▶ Dataset entries:
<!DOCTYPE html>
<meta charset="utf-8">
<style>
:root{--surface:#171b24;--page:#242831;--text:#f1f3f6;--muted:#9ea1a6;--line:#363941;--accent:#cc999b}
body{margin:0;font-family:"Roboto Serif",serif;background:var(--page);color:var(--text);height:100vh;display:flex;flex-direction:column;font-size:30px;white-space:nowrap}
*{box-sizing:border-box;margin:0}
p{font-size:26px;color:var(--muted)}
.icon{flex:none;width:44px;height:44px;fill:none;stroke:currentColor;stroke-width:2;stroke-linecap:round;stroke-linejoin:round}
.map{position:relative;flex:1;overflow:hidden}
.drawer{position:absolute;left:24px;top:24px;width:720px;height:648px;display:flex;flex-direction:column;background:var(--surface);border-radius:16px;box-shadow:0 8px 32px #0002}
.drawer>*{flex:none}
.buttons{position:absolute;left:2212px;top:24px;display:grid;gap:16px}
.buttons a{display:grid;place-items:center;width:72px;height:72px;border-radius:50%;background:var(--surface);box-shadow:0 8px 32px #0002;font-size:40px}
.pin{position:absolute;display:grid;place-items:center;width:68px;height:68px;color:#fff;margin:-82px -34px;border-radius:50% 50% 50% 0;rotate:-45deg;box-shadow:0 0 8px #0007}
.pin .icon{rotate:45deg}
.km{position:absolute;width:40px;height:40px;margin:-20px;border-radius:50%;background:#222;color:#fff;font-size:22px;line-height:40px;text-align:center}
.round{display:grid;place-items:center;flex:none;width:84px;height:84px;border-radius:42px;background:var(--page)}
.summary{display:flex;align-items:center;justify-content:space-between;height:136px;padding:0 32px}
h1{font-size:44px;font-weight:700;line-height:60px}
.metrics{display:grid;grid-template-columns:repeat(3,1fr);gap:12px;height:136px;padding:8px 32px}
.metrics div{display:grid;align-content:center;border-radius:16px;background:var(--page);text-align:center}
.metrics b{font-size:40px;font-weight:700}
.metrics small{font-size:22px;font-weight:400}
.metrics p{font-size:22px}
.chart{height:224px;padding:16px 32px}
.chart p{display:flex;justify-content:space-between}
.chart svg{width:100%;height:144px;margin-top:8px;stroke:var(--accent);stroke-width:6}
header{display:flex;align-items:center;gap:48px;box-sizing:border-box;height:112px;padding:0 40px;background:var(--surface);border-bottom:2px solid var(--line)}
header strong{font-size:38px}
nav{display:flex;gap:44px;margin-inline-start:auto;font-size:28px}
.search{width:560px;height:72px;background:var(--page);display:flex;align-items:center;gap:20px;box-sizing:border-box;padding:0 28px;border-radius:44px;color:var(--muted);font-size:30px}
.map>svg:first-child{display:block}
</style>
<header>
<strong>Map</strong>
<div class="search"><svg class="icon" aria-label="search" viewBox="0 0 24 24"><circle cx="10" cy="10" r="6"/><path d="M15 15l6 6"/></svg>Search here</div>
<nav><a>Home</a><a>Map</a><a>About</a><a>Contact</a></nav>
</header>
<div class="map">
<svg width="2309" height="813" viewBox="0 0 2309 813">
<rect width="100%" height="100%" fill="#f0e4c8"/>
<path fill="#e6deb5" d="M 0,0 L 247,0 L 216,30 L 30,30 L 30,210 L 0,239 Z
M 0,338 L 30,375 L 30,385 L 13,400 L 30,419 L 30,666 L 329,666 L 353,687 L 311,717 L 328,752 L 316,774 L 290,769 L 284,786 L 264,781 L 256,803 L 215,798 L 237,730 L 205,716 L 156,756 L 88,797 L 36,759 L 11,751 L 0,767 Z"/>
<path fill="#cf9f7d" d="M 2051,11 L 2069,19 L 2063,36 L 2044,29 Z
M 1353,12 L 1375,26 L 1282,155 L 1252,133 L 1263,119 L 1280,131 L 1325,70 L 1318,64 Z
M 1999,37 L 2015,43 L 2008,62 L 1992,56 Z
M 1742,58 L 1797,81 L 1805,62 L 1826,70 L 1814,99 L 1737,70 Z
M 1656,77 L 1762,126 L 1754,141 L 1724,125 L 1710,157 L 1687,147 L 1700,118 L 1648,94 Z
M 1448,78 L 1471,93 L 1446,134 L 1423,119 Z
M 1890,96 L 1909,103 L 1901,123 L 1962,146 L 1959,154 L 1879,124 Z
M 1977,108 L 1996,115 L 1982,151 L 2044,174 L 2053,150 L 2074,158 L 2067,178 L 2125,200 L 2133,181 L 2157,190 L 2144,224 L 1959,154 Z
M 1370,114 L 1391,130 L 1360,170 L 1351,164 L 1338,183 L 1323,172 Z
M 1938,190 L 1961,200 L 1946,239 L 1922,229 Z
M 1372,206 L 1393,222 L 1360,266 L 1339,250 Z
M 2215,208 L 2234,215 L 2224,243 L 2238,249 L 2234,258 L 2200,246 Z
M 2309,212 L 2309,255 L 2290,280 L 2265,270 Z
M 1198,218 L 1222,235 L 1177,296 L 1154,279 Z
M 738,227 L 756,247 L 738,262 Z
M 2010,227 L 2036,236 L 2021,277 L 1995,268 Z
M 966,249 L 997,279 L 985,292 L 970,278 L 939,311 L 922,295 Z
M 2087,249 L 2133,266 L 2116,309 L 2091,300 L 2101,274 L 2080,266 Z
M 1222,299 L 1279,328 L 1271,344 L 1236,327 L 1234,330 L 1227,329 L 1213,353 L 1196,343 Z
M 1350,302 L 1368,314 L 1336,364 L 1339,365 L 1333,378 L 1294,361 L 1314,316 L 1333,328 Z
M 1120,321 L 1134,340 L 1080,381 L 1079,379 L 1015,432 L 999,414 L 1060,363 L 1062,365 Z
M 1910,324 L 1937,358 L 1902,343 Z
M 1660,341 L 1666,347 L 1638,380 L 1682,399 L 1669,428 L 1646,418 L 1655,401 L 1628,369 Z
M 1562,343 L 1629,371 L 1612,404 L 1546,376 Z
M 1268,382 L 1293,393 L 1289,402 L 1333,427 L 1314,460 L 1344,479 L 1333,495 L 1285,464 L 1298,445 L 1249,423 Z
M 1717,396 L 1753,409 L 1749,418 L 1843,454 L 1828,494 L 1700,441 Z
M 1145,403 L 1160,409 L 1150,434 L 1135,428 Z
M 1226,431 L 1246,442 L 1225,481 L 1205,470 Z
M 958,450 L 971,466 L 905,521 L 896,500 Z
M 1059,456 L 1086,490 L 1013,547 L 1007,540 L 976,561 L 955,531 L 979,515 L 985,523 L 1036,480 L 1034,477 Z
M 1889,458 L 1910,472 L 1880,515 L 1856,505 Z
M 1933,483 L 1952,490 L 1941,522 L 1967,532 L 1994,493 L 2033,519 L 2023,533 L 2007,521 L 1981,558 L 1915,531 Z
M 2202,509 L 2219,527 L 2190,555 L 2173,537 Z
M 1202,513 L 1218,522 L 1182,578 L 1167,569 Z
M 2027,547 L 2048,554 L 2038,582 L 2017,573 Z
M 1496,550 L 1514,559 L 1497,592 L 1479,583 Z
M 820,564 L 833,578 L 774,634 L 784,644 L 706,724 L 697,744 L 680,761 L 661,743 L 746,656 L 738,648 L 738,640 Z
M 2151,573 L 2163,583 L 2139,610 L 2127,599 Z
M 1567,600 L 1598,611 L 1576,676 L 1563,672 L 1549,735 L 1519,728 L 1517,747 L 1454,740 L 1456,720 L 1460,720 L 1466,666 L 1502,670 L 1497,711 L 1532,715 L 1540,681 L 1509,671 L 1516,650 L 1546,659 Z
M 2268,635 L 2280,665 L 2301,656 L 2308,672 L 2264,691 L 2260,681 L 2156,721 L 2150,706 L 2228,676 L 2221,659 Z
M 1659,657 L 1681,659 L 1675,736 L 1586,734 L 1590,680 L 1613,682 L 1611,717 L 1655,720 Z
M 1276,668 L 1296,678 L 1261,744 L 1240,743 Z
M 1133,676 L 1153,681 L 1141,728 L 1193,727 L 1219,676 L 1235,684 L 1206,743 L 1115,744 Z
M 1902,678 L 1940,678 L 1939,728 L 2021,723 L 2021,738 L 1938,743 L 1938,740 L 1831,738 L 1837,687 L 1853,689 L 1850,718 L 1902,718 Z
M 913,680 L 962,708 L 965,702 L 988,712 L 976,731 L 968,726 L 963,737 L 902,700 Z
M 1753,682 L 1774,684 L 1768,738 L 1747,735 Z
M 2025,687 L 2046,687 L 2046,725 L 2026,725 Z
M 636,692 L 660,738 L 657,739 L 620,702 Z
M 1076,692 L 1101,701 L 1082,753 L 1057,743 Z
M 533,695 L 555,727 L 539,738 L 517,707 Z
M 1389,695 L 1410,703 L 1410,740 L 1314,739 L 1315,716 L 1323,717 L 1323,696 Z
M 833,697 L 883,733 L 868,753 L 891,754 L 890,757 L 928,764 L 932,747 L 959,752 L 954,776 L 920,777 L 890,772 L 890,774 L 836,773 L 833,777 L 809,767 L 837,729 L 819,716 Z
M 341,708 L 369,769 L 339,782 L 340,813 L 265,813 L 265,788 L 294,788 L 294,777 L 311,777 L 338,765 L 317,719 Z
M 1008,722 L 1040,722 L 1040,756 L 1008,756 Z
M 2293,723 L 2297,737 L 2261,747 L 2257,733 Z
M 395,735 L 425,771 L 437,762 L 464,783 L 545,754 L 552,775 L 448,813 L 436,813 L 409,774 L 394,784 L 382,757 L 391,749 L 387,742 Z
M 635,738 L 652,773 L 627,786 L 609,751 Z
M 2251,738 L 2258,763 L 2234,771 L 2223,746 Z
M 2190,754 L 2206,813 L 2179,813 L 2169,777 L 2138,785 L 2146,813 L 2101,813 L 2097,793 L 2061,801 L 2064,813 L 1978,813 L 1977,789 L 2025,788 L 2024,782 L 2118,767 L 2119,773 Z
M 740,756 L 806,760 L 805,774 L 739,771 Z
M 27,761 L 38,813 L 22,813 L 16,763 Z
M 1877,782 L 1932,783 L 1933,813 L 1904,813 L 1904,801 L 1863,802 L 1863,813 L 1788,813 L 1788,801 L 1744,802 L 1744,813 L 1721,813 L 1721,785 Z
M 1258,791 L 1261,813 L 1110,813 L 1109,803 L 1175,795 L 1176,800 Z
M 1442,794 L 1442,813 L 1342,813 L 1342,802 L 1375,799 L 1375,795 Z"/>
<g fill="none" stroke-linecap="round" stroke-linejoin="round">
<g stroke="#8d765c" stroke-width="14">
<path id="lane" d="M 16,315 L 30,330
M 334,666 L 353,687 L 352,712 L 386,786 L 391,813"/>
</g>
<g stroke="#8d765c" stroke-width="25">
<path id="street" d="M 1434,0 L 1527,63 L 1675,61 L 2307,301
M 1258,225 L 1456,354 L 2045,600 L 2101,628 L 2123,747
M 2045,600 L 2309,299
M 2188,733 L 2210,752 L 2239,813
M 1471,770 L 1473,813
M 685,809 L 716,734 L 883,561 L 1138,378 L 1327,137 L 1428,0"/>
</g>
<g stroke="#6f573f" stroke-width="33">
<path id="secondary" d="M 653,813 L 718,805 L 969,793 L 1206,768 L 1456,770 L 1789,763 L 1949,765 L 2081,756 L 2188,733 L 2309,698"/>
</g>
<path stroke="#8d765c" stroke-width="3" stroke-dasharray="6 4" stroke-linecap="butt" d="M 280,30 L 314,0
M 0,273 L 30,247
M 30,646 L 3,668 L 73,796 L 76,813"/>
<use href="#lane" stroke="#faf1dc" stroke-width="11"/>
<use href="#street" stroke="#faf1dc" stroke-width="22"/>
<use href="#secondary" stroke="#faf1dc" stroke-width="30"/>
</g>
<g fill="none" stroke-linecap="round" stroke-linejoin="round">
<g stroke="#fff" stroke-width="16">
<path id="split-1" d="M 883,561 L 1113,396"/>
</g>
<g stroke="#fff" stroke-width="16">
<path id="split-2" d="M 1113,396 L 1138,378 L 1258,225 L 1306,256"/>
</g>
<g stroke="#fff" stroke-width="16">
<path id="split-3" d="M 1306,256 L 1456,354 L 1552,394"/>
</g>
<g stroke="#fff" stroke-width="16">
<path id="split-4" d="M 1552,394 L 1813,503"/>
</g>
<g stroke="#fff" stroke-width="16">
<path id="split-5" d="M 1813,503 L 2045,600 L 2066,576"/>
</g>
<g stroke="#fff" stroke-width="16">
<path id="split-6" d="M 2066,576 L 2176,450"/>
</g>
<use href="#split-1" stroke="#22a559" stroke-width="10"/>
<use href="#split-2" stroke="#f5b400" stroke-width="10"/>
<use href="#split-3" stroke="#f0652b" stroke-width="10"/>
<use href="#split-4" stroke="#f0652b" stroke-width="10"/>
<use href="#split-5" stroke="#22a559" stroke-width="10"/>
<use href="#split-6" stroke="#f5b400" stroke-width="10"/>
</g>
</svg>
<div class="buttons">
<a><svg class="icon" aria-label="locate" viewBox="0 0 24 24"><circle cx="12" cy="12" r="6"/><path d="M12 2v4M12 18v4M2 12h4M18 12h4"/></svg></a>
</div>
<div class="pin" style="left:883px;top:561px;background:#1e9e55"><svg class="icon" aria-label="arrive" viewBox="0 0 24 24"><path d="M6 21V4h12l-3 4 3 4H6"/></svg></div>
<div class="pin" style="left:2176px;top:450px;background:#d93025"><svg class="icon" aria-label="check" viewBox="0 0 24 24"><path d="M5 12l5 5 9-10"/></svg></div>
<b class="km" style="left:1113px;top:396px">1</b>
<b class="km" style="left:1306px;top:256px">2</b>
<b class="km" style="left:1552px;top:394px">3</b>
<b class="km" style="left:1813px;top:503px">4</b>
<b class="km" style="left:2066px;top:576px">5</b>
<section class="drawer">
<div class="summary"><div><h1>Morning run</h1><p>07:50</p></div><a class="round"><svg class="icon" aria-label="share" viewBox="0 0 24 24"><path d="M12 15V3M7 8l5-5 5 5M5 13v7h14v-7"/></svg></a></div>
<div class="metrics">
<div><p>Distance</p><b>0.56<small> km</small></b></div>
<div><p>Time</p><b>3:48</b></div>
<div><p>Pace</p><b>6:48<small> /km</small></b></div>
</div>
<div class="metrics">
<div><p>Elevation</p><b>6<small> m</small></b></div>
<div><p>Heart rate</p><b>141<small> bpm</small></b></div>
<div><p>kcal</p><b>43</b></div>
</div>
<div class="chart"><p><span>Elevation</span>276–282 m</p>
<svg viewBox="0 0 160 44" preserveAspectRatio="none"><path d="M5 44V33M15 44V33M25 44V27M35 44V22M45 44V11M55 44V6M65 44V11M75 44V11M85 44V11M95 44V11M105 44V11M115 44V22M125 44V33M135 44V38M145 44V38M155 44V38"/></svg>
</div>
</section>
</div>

▶ Required work: Go through the listing above and copy each line in which the string "strong" is found.

▶ Result below:
header strong{font-size:38px}
<strong>Map</strong>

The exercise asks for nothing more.